* _How to complete this task_
Among the records that follow, find the line with "translate:-50% -50%; white-space:nowrap;" and the line with "position:absolute; left:24px; top:506px;". Set down those lines and all lines between them exactly, without adding anything.

* _Data records_
<<<<

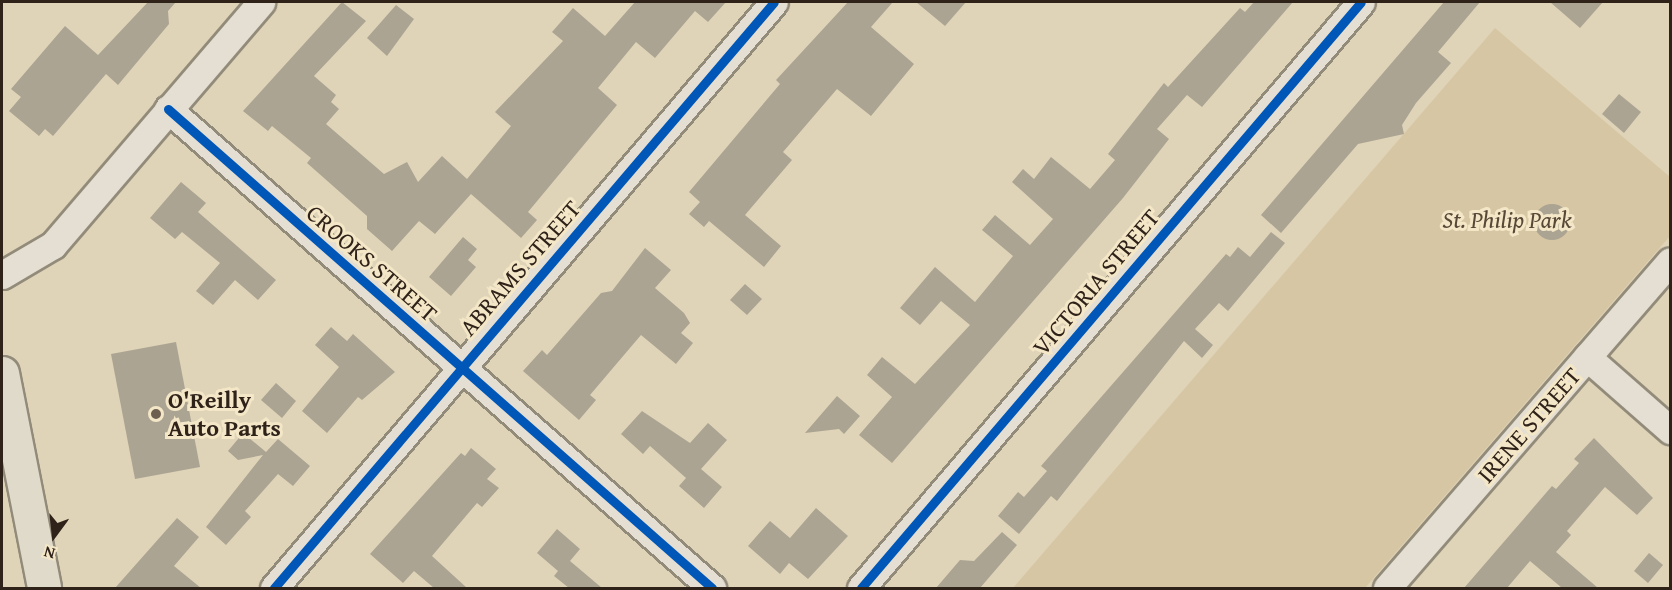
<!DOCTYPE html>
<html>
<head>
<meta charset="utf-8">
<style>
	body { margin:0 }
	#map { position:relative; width:1672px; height:590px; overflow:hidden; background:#dfd4b8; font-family:"Gentium Book Plus",serif }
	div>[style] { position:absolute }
	.green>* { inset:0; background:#d6c6a3 }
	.building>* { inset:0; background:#aca492 }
	.round { border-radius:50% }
	.roads { filter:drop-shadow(2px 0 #938b7a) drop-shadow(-2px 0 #938b7a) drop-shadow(0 2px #938b7a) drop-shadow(0 -2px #938b7a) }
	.minor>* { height:27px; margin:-13.5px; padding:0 13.5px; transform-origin:13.5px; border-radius:13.5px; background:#e4dfd2 }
	.major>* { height:33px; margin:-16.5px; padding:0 16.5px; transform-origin:16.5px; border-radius:16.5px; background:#e0daca }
	.cycleway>* { height:9px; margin:-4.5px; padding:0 4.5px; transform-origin:4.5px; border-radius:4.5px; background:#0057b8 }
	.dots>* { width:16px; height:16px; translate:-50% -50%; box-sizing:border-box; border:3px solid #f4e7c7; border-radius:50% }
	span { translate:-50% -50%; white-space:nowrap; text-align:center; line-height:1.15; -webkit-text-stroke:6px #f4e7c7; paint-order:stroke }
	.park-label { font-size:24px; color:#574837; font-style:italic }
	.street-label { font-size:24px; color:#2f2219 }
	.poi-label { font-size:24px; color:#2f2219; font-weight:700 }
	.left { translate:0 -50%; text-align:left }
	.frame { position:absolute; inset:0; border:3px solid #2f2219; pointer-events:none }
	.north { position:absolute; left:24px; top:506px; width:60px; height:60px; -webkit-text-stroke:4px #f4e7c7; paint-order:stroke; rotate:195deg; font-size:16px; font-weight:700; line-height:24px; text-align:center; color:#2f2219 }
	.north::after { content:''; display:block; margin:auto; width:21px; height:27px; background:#2f2219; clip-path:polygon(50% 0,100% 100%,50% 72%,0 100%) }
</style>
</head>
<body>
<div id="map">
	<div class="green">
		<div style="clip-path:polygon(1495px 28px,1670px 177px,1670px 236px,1365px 588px,1013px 588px)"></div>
	</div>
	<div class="building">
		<div style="clip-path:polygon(148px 2px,176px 2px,168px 11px,169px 24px,118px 85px,106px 74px,53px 136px,45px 129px,39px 136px,9px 111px,21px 97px,11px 89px,65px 26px,98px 55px)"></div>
		<div style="clip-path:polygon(342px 2px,366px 21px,314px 76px,336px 95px,331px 102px,339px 109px,326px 124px,384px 174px,407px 162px,418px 182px,442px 156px,467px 179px,511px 126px,495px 112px,563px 41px,552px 32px,573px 8px,605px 36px,635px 2px,726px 2px,708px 22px,695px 11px,655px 58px,636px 42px,598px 88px,617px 105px,528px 212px,537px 220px,521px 238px,471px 194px,435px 234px,419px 221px,392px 251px,367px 229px,367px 216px,307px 163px,311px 158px,272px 126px,268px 131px,243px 111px)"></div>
		<div style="clip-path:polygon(848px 2px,893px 2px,871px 27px,914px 64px,871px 116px,837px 89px,783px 152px,792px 160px,745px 215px,781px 246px,764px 267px,709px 221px,704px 227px,689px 214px,700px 202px,689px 192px,780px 84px,776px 80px)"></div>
		<div style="clip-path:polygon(916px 2px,966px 2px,945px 26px)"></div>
		<div style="clip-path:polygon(1254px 2px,1293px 2px,1202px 107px,1187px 95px,1157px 129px,1169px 139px,1123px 198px,892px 463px,859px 435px,892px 397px,867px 375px,882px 357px,915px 384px,970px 325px,941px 301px,920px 325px,900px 308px,935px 267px,975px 302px,1013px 256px,982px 230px,995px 215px,1030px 245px,1053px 219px,1012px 182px,1023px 169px,1034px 179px,1051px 157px,1090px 189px,1115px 160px,1108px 154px,1164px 83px,1168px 87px,1240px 8px,1245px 12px)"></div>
		<div style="clip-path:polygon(1444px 2px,1480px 2px,1438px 52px,1451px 63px,1416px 103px,1402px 125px,1404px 134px,1358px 144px,1281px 233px,1261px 215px)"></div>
		<div style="clip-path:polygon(1550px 2px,1603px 2px,1580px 28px)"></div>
		<div style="clip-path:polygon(396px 5px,414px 19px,387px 56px,367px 38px)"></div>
		<div style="clip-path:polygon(1619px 94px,1641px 112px,1624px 133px,1602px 114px)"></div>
		<div style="clip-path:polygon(181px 182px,206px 203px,198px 212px,276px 280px,258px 300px,235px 280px,213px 305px,196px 291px,220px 263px,182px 232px,175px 239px,150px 218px)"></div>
		<div class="round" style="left:1534px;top:204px;width:36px;height:36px"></div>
		<div style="clip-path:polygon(1271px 232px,1285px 243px,1228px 311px,1219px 303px,1195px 329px,1213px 345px,1202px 358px,1184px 341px,1057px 501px,1051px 496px,1019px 534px,998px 516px,1018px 492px,1024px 497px,1047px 471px,1041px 466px,1226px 254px,1230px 257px,1238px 247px,1250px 257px)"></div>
		<div style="clip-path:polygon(463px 237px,477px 249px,468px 260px,476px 267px,451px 296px,429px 277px)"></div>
		<div style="clip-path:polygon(645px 248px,671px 270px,655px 288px,684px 313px,690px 323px,681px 333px,693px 343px,676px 364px,641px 335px,590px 395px,596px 400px,579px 420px,523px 371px,542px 350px,547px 355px,601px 293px,612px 291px)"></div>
		<div style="clip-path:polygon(745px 284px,762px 299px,747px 315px,730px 300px)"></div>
		<div style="clip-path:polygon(331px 327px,347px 341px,353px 334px,395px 372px,362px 400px,358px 397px,327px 433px,302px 411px,339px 367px,315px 345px)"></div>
		<div style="clip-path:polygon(176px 342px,200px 467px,135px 479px,111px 354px)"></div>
		<div style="clip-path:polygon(276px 383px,296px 401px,282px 418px,261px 400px)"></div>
		<div style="clip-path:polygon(837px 396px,860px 416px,844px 434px,839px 429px,805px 433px)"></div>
		<div style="clip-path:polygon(642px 411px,690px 443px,708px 423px,727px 440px,701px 469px,722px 487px,704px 508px,679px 486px,686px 478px,650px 446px,643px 454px,621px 434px)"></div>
		<div style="clip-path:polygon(243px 433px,266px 452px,278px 439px,310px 466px,293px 486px,278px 474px,245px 511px,251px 517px,226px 545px,206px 527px,263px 455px,238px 460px,228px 451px)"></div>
		<div style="clip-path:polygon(1594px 438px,1653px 498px,1637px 515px,1605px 487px,1567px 531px,1571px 535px,1556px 552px,1598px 588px,1562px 588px,1530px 561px,1507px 588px,1464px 588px,1552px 486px,1556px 489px,1579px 463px,1574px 459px)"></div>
		<div style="clip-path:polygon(471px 448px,496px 469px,487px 479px,499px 488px,482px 507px,477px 503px,432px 556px,467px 588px,434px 588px,414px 571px,403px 583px,370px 554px,461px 453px,465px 456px)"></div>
		<div style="clip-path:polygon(816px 508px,848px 536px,808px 579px,789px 563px,780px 574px,748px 546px,770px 521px,790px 538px)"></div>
		<div style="clip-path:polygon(177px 518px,199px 537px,174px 566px,201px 588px,115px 588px)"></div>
		<div style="clip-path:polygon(557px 529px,580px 549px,570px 561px,602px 588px,569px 588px,554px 576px,558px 571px,537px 553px)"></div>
		<div style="clip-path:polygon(1002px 532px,1017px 545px,980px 588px,936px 588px,960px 560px,974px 561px)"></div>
		<div style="clip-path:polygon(1649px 553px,1663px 565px,1648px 583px,1634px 571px)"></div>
	</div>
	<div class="roads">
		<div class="minor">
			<div style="left:168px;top:109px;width:725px;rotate:41.36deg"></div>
			<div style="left:2px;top:275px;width:59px;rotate:-30.5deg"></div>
			<div style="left:53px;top:245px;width:320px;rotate:-49.4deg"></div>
			<div style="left:1587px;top:357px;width:111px;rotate:41.3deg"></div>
			<div style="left:274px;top:588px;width:770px;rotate:-49.53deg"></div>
			<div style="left:861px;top:588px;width:770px;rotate:-49.53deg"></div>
			<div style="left:1387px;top:588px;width:432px;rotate:-49.1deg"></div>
		</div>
		<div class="major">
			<div style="left:2px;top:373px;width:219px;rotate:78.9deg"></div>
		</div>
	</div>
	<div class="cycleway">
		<div style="left:168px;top:109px;width:725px;rotate:41.36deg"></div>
		<div style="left:274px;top:588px;width:770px;rotate:-49.53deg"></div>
		<div style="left:861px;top:588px;width:770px;rotate:-49.53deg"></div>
	</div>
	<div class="dots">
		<div style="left:156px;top:414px;background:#6d6051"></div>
	</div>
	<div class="park-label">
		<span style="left:1507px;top:220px">St. Philip Park</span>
	</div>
	<div class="street-label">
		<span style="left:372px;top:263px;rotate:41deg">CROOKS STREET</span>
		<span style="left:520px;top:268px;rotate:-49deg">ABRAMS STREET</span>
		<span style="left:1096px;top:282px;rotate:-50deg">VICTORIA STREET</span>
		<span style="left:1529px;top:425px;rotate:-49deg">IRENE STREET</span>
	</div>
	<div class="poi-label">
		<span class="left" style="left:168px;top:414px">O'Reilly<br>Auto Parts</span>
	</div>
	<div class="frame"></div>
	<div class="north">N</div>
</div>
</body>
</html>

>>>>

* _Task solution_
	span { translate:-50% -50%; white-space:nowrap; text-align:center; line-height:1.15; -webkit-text-stroke:6px #f4e7c7; paint-order:stroke }
	.park-label { font-size:24px; color:#574837; font-style:italic }
	.street-label { font-size:24px; color:#2f2219 }
	.poi-label { font-size:24px; color:#2f2219; font-weight:700 }
	.left { translate:0 -50%; text-align:left }
	.frame { position:absolute; inset:0; border:3px solid #2f2219; pointer-events:none }
	.north { position:absolute; left:24px; top:506px; width:60px; height:60px; -webkit-text-stroke:4px #f4e7c7; paint-order:stroke; rotate:195deg; font-size:16px; font-weight:700; line-height:24px; text-align:center; color:#2f2219 }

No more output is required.